Empowering Independence: Thoughtful Senior Living

In a time when nearly 80 percent of adults age 50 and over say they would choose to stay in their communities and homes as they get older, aging in place is an increasingly popular option for people looking to maintain their independence and autonomy.

Senior Living Article ImageAging in place refers to the practice of older adults remaining in their own homes and communities for as long as possible rather than relocating to senior living facilities. For this to happen safely and comfortably, their living environment needs to be adapted to accommodate the changing needs of an aging population.

Universal Design is an approach that can facilitate aging in place. This design approach focuses on creating environments that are accessible to people of all ages and abilities. Features such as wide doorways, no-step entries, and lever-style door handles make homes more accessible for older adults. Safety features might also include grab bars in bathrooms, non-slip flooring, and well-lit pathways.

Technology integration is also essential when it comes to aging in place. Smart home devices, medical alert systems, telehealth services, and medication management apps are examples of technologies that can help seniors maintain independence while staying connected to support networks.

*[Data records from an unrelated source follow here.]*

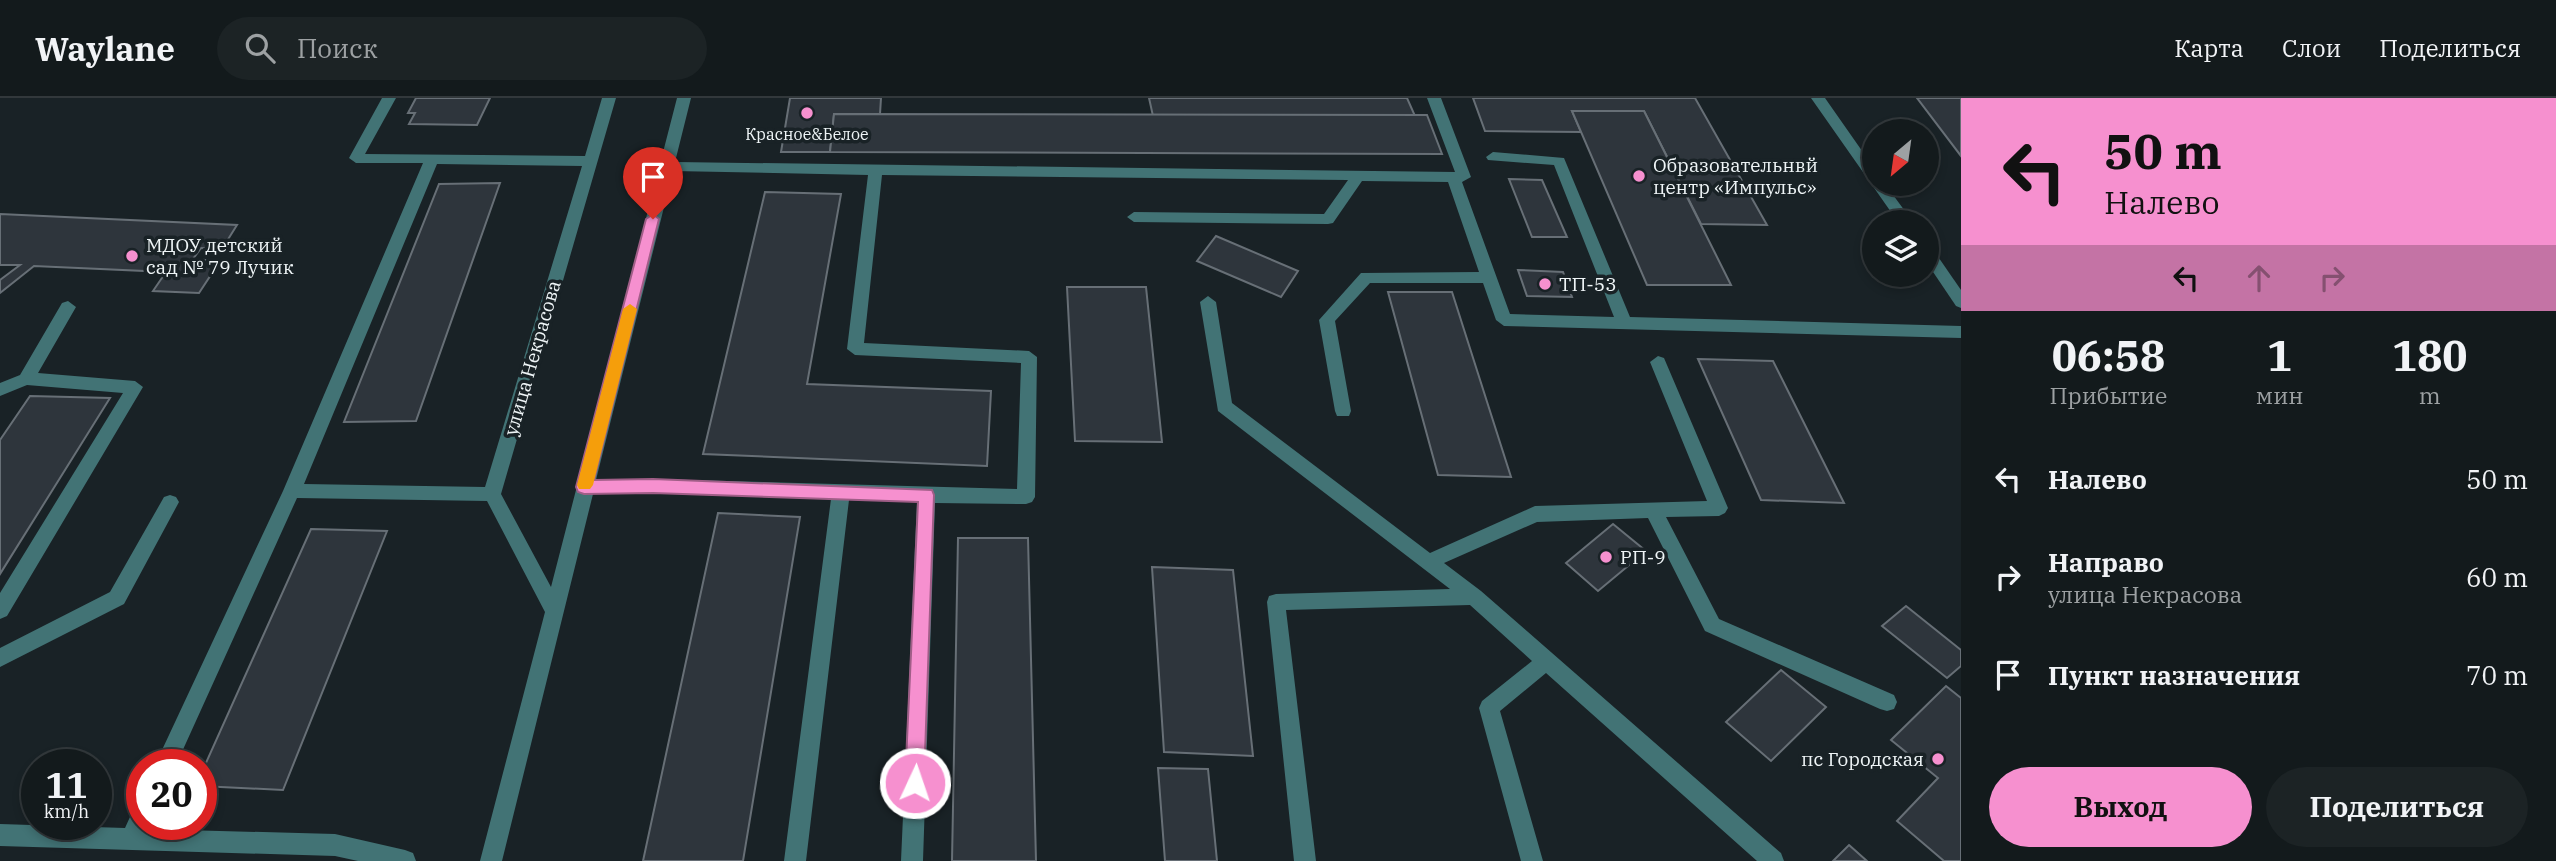 <!DOCTYPE html>
<html lang="ru">
<meta charset="utf-8">
<style>
body{margin:0;font-family:"IBM Plex Serif",serif;background:#1c2325;color:#f1f3f6;height:100vh;display:flex;flex-direction:column;font-size:26px;white-space:nowrap}
*{box-sizing:border-box;margin:0}
p{font-size:23px;color:#9da1a3}
.icon{flex:none;width:38px;height:38px;fill:none;stroke:currentColor;stroke-width:2;stroke-linecap:round;stroke-linejoin:round}
.map{position:relative;flex:1;overflow:hidden}
.sheet{display:flex;flex-direction:column;background:#131a1c;width:595px}
.sheet>*{flex:none}
.hud{background:#f690cf;color:#111;overflow:hidden}
.needle{width:46px;rotate:209deg}
.buttons{position:absolute;left:1862px;top:21px;display:grid;gap:14px}
.buttons a{display:grid;place-items:center;width:77px;height:77px;border-radius:50%;background:#131a1c;box-shadow:0 4px 10px #0003,0 0 0 2px #32383b;font-size:35px}
.speed{position:absolute;left:21px;top:651px;display:flex;gap:14px;font-size:35px;font-weight:700;text-align:center}
.speed>*{display:grid;place-content:center;width:91px;height:91px;border-radius:50%;background:#131a1c;box-shadow:0 4px 10px #0003,0 0 0 2px #32383b;line-height:1}
.speed small{font-size:18px;font-weight:400}
.speed .limit{border:10px solid #d22;background:#fff;color:#111}
.pin{position:absolute;display:grid;place-items:center;width:60px;height:60px;color:#fff;margin:-72px -30px;border-radius:50% 50% 50% 0;rotate:-45deg;box-shadow:0 0 7px #0007}
.pin .icon{rotate:45deg}
.me{position:absolute;width:77px;margin:-38px;rotate:3deg;stroke-linejoin:round;filter:drop-shadow(0 0 5px #0008)}
.turn{display:flex;align-items:center;gap:24px;height:147px;padding:0 28px;font-size:32px}
.turn .icon{width:91px;height:91px;stroke-width:2.5}
.turn b{display:block;font-size:49px;line-height:60px}
.lanes{display:flex;align-items:center;height:66px;padding:0 28px;background:#0003;justify-content:center;gap:35px;direction:ltr}
.lanes .off{opacity:.35}
.eta{display:flex;justify-content:space-evenly;align-items:center;height:119px;text-align:center}
.eta b{font-size:42px;font-weight:800;line-height:49px}
.cta{display:flex;gap:14px;margin-top:auto;padding:14px 28px}
.cta a{flex:1;height:80px;border-radius:42px;background:#f690cf;color:#111;font-size:28px;font-weight:800;line-height:80px;text-align:center}
.cta a+a{background:#1c2325;color:#f1f3f6}
ul{padding:0;list-style:none}
li{display:flex;align-items:center;gap:21px;height:98px;padding:0 28px}
li div{flex:1}
li b{display:block;font-size:26px}
li em{font-style:normal}
header{display:flex;align-items:center;gap:42px;box-sizing:border-box;height:98px;padding:0 35px;background:#131a1c;border-bottom:2px solid #32383b}
header strong{font-size:33px}
nav{display:flex;gap:38px;margin-inline-start:auto;font-size:24px}
.search{width:490px;height:63px;background:#1c2325;display:flex;align-items:center;gap:18px;box-sizing:border-box;padding:0 24px;border-radius:38px;color:#9da1a3;font-size:26px}
main{display:flex;flex:1;min-height:0}
.map>svg:first-child{display:block}
</style>
<header>
<strong>Waylane</strong>
<div class="search"><svg class="icon" aria-label="search" viewBox="0 0 24 24"><circle cx="10" cy="10" r="6"/><path d="M15 15l6 6"/></svg>Поиск</div>
<nav><a>Карта</a><a>Слои</a><a>Поделиться</a></nav>
</header>
<main>
<div class="map">
<svg width="1961" height="763" viewBox="0 0 1961 763">
<rect width="100%" height="100%" fill="#192226"/>
<g fill="#2e353c" stroke="#676f76" stroke-width="2">
<path d="M416 0H490L477 27 409 26 415 15H408Z"/>
<path d="M790 0H881L880 16H834L830 54H781Z"/>
<path d="M1149 0H1407L1415 18H1153Z"/>
<path d="M1473 0H1695L1767 127 1701 126 1644 13H1572L1581 34 1485 33Z"/>
<path d="M1917 0H1961V58Z"/>
<path d="M1572 13H1644L1731 187H1647Z"/>
<path d="M834 16 1427 17 1442 56 830 54Z"/>
<path d="M1509 81 1542 82 1567 139H1532Z"/>
<path d="M500 85 416 323 344 324 439 86Z"/>
<path d="M765 94 841 96 807 286 991 293 987 368 703 356Z"/>
<path d="M0 116 237 127 222 151 201 150 193 161 220 163 199 195 153 193 166 174 34 168 0 195V182L20 167H0Z"/>
<path d="M1216 138 1298 173 1281 199 1197 163Z"/>
<path d="M1518 172 1563 174 1572 199 1527 198Z"/>
<path d="M1067 189H1146L1162 344 1075 343Z"/>
<path d="M1388 194H1452L1511 379 1438 377Z"/>
<path d="M1698 261 1773 263 1844 405 1761 402Z"/>
<path d="M30 298 110 300 0 476V342Z"/>
<path d="M718 415 800 419 743 763H643Z"/>
<path d="M1613 426 1646 453 1598 493 1566 465Z"/>
<path d="M311 431 387 433 283 692 201 688V676Z"/>
<path d="M958 440H1028L1036 763H952Z"/>
<path d="M1152 469 1233 472 1253 658 1164 654Z"/>
<path d="M1906 508 1961 552V568L1947 580 1882 528Z"/>
<path d="M1781 572 1826 609 1771 663 1726 624Z"/>
<path d="M1946 588 1961 600V763H1944L1897 723 1938 680 1891 642Z"/>
<path d="M1158 670 1208 671 1217 763H1165Z"/>
<path d="M1849 747 1867 763H1833Z"/>
</g>
<g fill="none" stroke-linecap="round" stroke-linejoin="round">
<g fill="#427375" fill-rule="evenodd">
<path d="M382 0H396L365 56 585 58 602 0H616L501 396 551 489 677 0H691L675 64 1455 74 1427 0H1441L1471 79 1462 84 1510 216 1614 219 1554 67 1488 62 1486 59 1493 54 1564 60 1630 219 1961 228V240L1504 228 1496 222 1483 185H1370L1335 223 1351 313 1349 318H1337L1335 313 1319 222 1361 175 1479 174 1448 84 1362 83 1333 125 1328 126 1134 124 1127 119 1134 114 1324 116 1348 82 882 77 864 245 1029 253 1037 259 1035 399 1032 404 1026 406 935 405 923 763H901L917 404 849 402 806 763H784L831 401 653 395 593 396 502 763H480L545 514 487 403 297 400 176 667H155L283 393 423 65H356L349 60ZM437 66 582 68 485 389 304 386ZM673 73 868 77 847 251 855 257 1021 265 1017 391 653 381 596 382Z"/>
<path d="M1811 0H1825L1874 70V86H1885L1913 124H1898Z"/>
<path d="M1927 149 1932 150 1961 192V210L1956 208 1927 165Z"/>
<path d="M1208 198 1216 204 1232 305 1430 455 1535 408 1707 403 1650 264 1658 258 1664 260 1728 410 1725 415 1719 418 1666 419 1719 521 1894 597 1897 604 1894 611 1887 613 1880 611 1705 533 1648 420 1537 424 1444 465 1481 493 1781 755 1784 763H1757L1546 575 1500 613 1543 763H1521L1479 610 1482 603 1532 563 1470 507 1286 512 1316 763H1294L1267 504 1269 498 1276 496 1450 491 1218 313 1200 204Z"/>
<path d="M68 203 76 209 38 275 135 283 143 289 7 518 0 521V495L123 295 27 287 0 298V285L20 277 62 205Z"/>
<path d="M170 397 176 399 179 404 124 506 0 569V550L110 494 164 399Z"/>
<path d="M142 707V726H149L147 731 335 736 405 752 413 755 416 763H358L335 758 0 748V726L125 730 134 710Z"/>
</g>
</g>
<path fill="#f690cf" stroke="#a05e87" stroke-width="2" d="M653 116 659 121 594 382 653 381 932 392 934 397 924 685 921 691 915 694 908 691 905 685 918 404 653 395 584 396 578 394 576 389 646 121Z"/>
<path fill="#f59e0b" d="M630 206 637 211 593 387 590 391H579L577 387 623 211Z"/>
<g fill="#f690cf" stroke="#192226" stroke-width="2.5">
<circle cx="807" cy="15" r="7"/>
<circle cx="1639" cy="78" r="7"/>
<circle cx="132" cy="158" r="7"/>
<circle cx="1545" cy="186" r="7"/>
<circle cx="1606" cy="459" r="7"/>
<circle cx="1938" cy="661" r="7"/>
</g>
<g text-anchor="middle" dominant-baseline="central" stroke-width="7" stroke-linejoin="round" paint-order="stroke">
<g font-size="16" fill="#eff5f7" stroke="#192226">
<text x="807" y="36">Красное&amp;Белое</text>
</g>
<g font-size="19" fill="#eff5f7" stroke="#192226" text-anchor="start">
<text x="1653" y="67">Образовательнвй<tspan x="1653" dy="22">центр «Импульс»</tspan></text>
<text x="146" y="147">МДОУ детский<tspan x="146" dy="22">сад № 79 Лучик</tspan></text>
<text x="1559" y="186">ТП-53</text>
<text x="1620" y="459">РП-9</text>
<text x="1924" y="661" text-anchor="end">пс Городская</text>
</g>
<g font-size="19" fill="#eff5f7" stroke="#192226">
<text transform="translate(532 260) rotate(-74)">улица Некрасова</text>
</g>
</g>
</svg>
<div class="buttons">
<a><svg class="needle" viewBox="-14 -14 28 28"><path d="M0-13l5 13h-10z" fill="#e53935"/><path d="M0 13l5-13h-10z" fill="#9da1a3"/></svg></a>
<a><svg class="icon" aria-label="layers" viewBox="0 0 24 24"><path d="M12 4l9 5-9 5-9-5zM3 14l9 5 9-5"/></svg></a>
</div>
<div class="speed"><div>11<small>km/h</small></div><div class="limit">20</div></div>
<div class="pin" style="left:653px;top:121px;background:#d93025"><svg class="icon" aria-label="arrive" viewBox="0 0 24 24"><path d="M6 21V4h12l-3 4 3 4H6"/></svg></div>
<svg class="me" style="left:915px;top:685px" viewBox="-20 -20 40 40"><circle r="17" fill="#f690cf" stroke="#fff" stroke-width="3"/><path d="M0-11L8 9 0 5-8 9z" fill="#fff"/></svg>
</div>
<section class="sheet">
<div class="hud">
<div class="turn"><svg class="icon" aria-label="left" viewBox="0 0 24 24"><path d="M17 20v-9H6M10 6l-5 5 5 5"/></svg><div><b>50 m</b>Налево</div></div>
<div class="lanes"><svg class="icon" aria-label="left" viewBox="0 0 24 24"><path d="M17 20v-9H6M10 6l-5 5 5 5"/></svg><svg class="icon off" aria-label="ahead" viewBox="0 0 24 24"><path d="M12 20V5M6 11l6-6 6 6"/></svg><svg class="icon off" aria-label="right" viewBox="0 0 24 24"><path d="M7 20v-9h11M14 6l5 5-5 5"/></svg></div>
</div>
<div class="eta">
<div><b>06:58</b><p>Прибытие</p></div>
<div><b>1</b><p>мин</p></div>
<div><b>180</b><p>m</p></div>
</div>
<ul>
<li><svg class="icon" aria-label="left" viewBox="0 0 24 24"><path d="M17 20v-9H6M10 6l-5 5 5 5"/></svg><div><b>Налево</b></div><em>50 m</em></li>
<li><svg class="icon" aria-label="right" viewBox="0 0 24 24"><path d="M7 20v-9h11M14 6l5 5-5 5"/></svg><div><b>Направо</b><p>улица Некрасова</p></div><em>60 m</em></li>
<li><svg class="icon" aria-label="arrive" viewBox="0 0 24 24"><path d="M6 21V4h12l-3 4 3 4H6"/></svg><div><b>Пункт назначения</b></div><em>70 m</em></li>
</ul>
<div class="cta"><a>Выход</a><a>Поделиться</a></div>
</section>
</main>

Aging in place is also made possible with community infrastructure that is designed with an aging population in mind. Making public spaces like parks, sidewalks, and transportation systems accessible and navigable for people of all abilities can help seniors stay active and engaged in their communities.

While aging in place often conjures images of living independently at home, many facilities are now incorporating aging in place tenants to usher in a new form of senior living. Facilities are now starting to offer residential living in the forms of cottages and apartments in communities featuring amenities such as clubhouses, pickleball courts, movie theaters, restaurants, and more for active seniors. Assisted living facilities offer services that help with daily living including food service, hair salons, laundry, and medication management for seniors who need some assistance, but not constant care. The continuum of care in senior living also delves into memory care and skilled nursing facilities or nursing homes, where seniors can receive specialized care and 24-hour nursing services.

When staying in your own home is no longer possible, it is important to have options of senior living facilities that are thoughtfully designed. AHBL strives to design senior living facilities that incorporate aging in place values that enable older adults to continue to feel independent and connected to their communities.

Wesley at Tehaleh Senior Living_Morris Moreno_2170682_Wesley at Tehaleh_062321_0794_LowRes
Wesley at Tehaleh Senior Living. Photo Credit: Morris Moreno

Wesley at Tehaleh Senior Living in Bonney Lake is one of these thoughtfully designed senior housing projects. The campus includes 136 independent living units, 42 catered living units, 18 memory care units, and a 24,000 SF town center. An on-site creek and nearby ponds along with views and vantage points throughout the campus emphasize a connection to nature and community that can enhance quality of life.

AHBL’s landscape architects also worked on Affinity at Mirabeau, a 62+ community designed for active adults who want to be a part of a vibrant social scene. Located in Spokane Valley, residents of this community have a variety of apartment options, on-site amenities, and nearby parks and cafes. Concepts like Affinity emphasize safety and accessibility while keeping residents active, independent, and integrated into the community.

AHBL also served as the civil engineer and landscape architect for a new affordable housing development in Tacoma. Mercy Rosa Franklin Place offers 61 affordable apartments for seniors, with an on-site community room and outdoor plaza for community members to gather and participate in resident services. 20 percent of apartments are set aside for households with a disabled resident, and one-third of the homes have a leasing preference for veterans. Located just blocks from two light rail stations and several bus stops, it is also near multiple healthcare facilities. AHBL’s landscape architects designed the outdoor courtyard, which offers residents a beautiful space to gather or enjoy a quiet moment. Safety features including grab bars and accessible controls ensure that seniors can stay in their apartment as they age.

We all want to age comfortably and safely. Aging in place and the concept and design principles behind it are at the forefront of our minds as we work on senior living projects. AHBL strives to contribute thoughtful design to the communities that help older adults thrive.